To his north he saw the enemy staff, and he ordered his few surviving staff masters to screen their approach. The high ranking enemy officers wasn't his problem. Walking Talking had promised a last surprise. Trindai concentrated on his part of the dirty work.
"De Markand is still holding out. We bring the anvil to the hammer. Line up and report when you're ready to charge!"
***
"You knew!"
"I did," Ken answered instead.
Arthur wheeled. "You?"
"Yes, but Panopilis knew about the military part. I believe it's been orchestrated from Verd since we met de Markand and his men."
That part Arthur understood, had in fact suspected, but for some reason he'd assumed Ken didn't know. Something nagged at his mind. "The military part?"
"Yes. There was one thing I had to take care of. They really don't belong here."
Arthur glared back. "That stinks of involvement," he said. He stared at the newly arrived forces slamming into the broken enemy. He wasn't an expert, but even he could see that this battle was over. Still, the enemy command was intact, and almost all of their battlemages still stood in orderly groups.
"Soon," Ken said.
"What are you talking about?"
"Soon. I think, yes here they come. I thought the detonations would show them the way."
Now Arthur could hear it as well. The wailing of hovercraft arriving from the east. A few moments later they arrived and he recognized them.
"Are you insane?" He fumbled for his handgun. "I'll kill you myself! You led the bastards here?"
"Shut up and learn!"
Arthur watched the Federation flag growing larger and larger as it carried his death closer. Even from a distance he recognized Brigadier Goodard's banners. There was something strange. He ripped the field glasses from Ken's hands and put them to his eyes.
"Bloody hell! Ulfsdotir!"
"Who?"
"She had my family killed."
"I'm sorry. I didn't know."
Death came closer, and Arthur laughed. He had wanted revenge, but now he knew he no longer cared.

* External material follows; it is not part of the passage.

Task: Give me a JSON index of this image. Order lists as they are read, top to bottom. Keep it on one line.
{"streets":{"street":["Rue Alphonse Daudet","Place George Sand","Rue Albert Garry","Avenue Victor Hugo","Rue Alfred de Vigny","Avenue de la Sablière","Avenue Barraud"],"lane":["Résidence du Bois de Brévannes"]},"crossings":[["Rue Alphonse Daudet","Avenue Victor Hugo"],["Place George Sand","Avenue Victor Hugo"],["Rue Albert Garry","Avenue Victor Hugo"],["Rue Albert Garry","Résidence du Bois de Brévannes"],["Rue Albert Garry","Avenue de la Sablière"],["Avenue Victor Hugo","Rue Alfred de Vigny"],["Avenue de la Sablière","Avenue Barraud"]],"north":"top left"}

Then the hovercraft veered north, and Arthur swore he could hear a woman's wailing. "No! Wallman. I want Wallman!"
The Federation vehicles passed so close he could see the hatred in her eyes, but the soldiers were blind to him. He could as well never have existed at all. They stared north, and they sang hymns.
"What have you done?" he gasped at Ken.
"Nothing. They are of one kind. It had to happen."

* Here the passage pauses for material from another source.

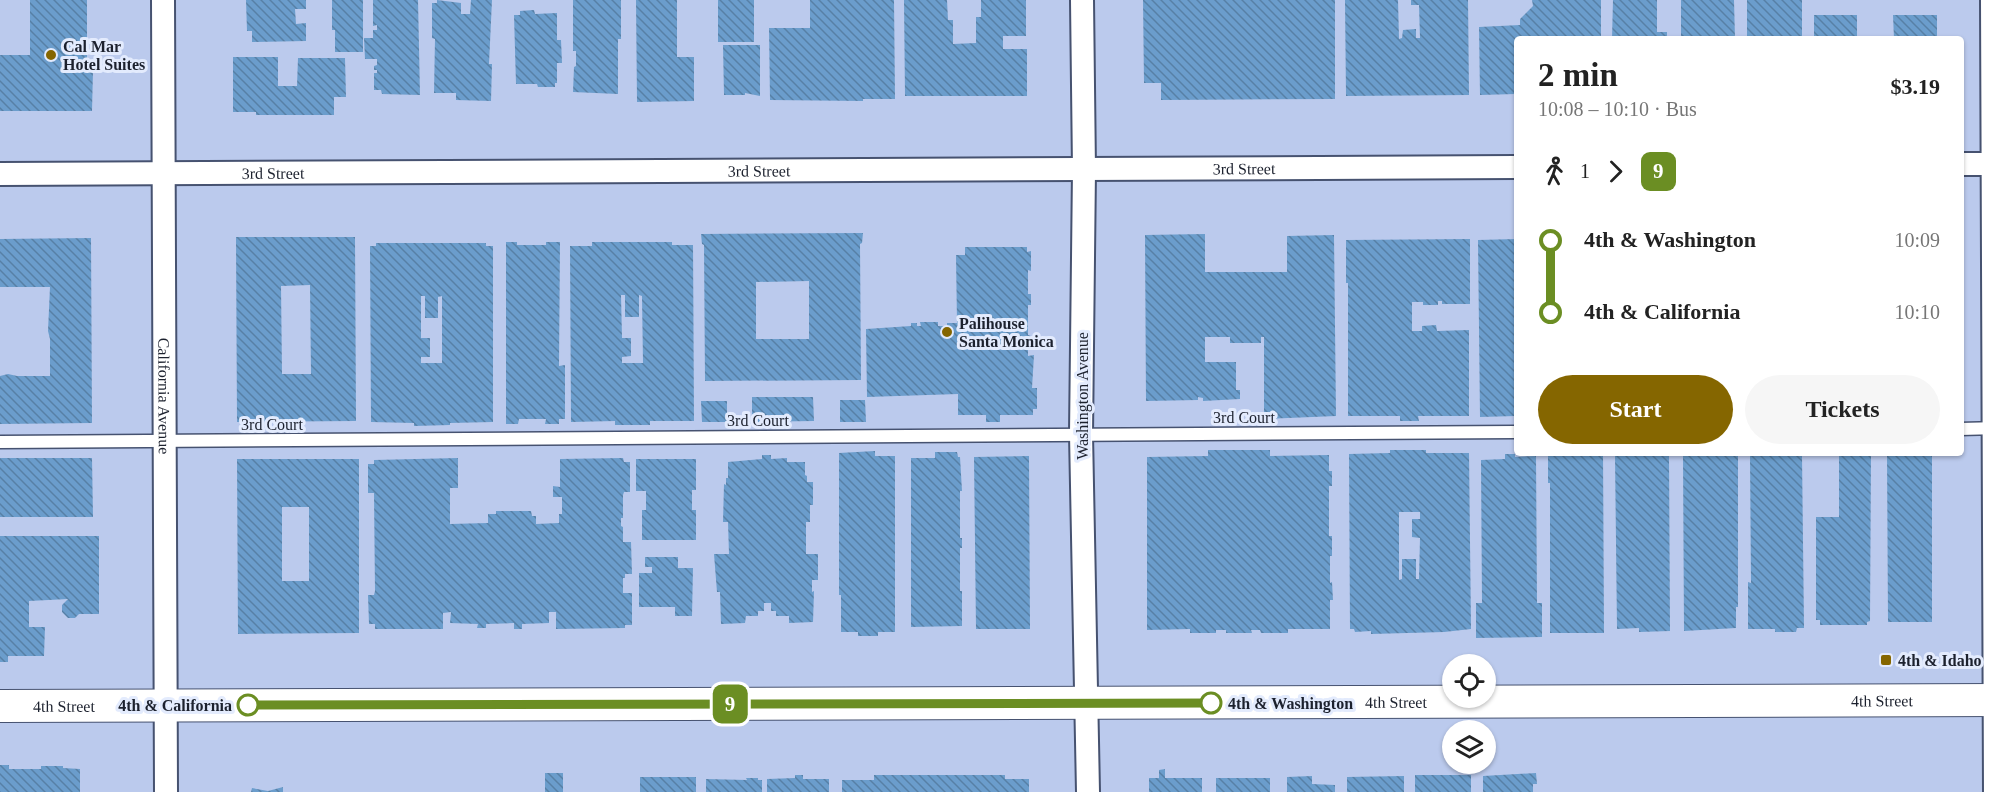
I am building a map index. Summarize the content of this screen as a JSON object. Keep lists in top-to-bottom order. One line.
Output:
{"streets":{"street":["3rd Street","California Avenue","Washington Avenue","4th Street"],"lane":["3rd Court"]},"crossings":[["3rd Street","California Avenue"],["3rd Street","Washington Avenue"],["California Avenue","3rd Court"],["California Avenue","4th Street"],["Washington Avenue","3rd Court"],["Washington Avenue","4th Street"]],"places":{"other":["Cal Mar Hotel Suites","Palihouse Santa Monica","4th & Washington","4th & California"],"transit":["4th & Idaho"]},"lines":["bus line 9"],"page":{"on_map":"9","heading":["2 min","10:08 – 10:10 · Bus","$3.19"],"legs":["1","9"],"list":[{"name":"4th & Washington","value":"10:09"},{"name":"4th & California","value":"10:10"}],"buttons":["Start","Tickets"]}}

Arthur stared at the hovercraft manned by Federation soldiers surrounded by an inhuman halo, and far to the north he saw the same whiteness surrounding the enemy commanders. Alone Christina Ulfsdotir stared back as she frantically tried to get the attention of the soldiers on her hovercraft.

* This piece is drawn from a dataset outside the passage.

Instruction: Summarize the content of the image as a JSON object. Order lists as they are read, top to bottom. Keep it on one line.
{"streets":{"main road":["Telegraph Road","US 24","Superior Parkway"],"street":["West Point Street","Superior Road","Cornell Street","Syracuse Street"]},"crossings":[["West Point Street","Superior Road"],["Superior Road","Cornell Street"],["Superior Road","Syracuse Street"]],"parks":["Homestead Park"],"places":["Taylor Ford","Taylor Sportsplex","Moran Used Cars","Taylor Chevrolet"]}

Arthur looked at her. She had personified fear for him, and he had hated her for so long he almost forgot what it had been not to hate, but now he could only feel sadness. He had, he admitted, taken from her first. One year here had taught him about honour, and now he finally understood how stolen honour could result in a deadly reply. He would never agree, but at least he understood, and as the hovercraft headed for battle he realized he'd once again stolen something from her.
Around them silence fell over the battlefield. Moans and screams of pain cut through it, but the sound of war was gone. Those unharmed, or at least only lightly wounded, were too fatigued to be enemies any longer. The Midlands' soldiers still on the field just stood, a few still holding their weapons as support to lean on. The De Vhatic troops didn't care. They were soldiers no longer, only spectators.
Arthur gasped when long strands of fiery death flew from the battlemages, coiled around the charging hovercraft and dissipated without inflicting any harm.
Federation guns hammered in the other direction with little more success. Whatever that glaring light surrounding the combatants was it protected those covered from magic as well as modern weaponry.
Then, as the opposing sides closed, the battle split into personal duels, and Arthur stared aghast at the swirling lights of madness. What he saw was less a battle than mutual destruction. No quarter was given, none asked for, and slowly the frenzied attacks wore down the shining protections of both sides.
When the death toll rose most of the battlemages decided they had had enough, and they deserted their commanders in the middle of battle. One by one, or in small groups, they either ran for the forest or just vanished. Arthur thought those around jump mages to be the luckier ones, because squadrons of the surviving inquisition soldiers were already galloping for the trees in pursuit of the fleeing mages.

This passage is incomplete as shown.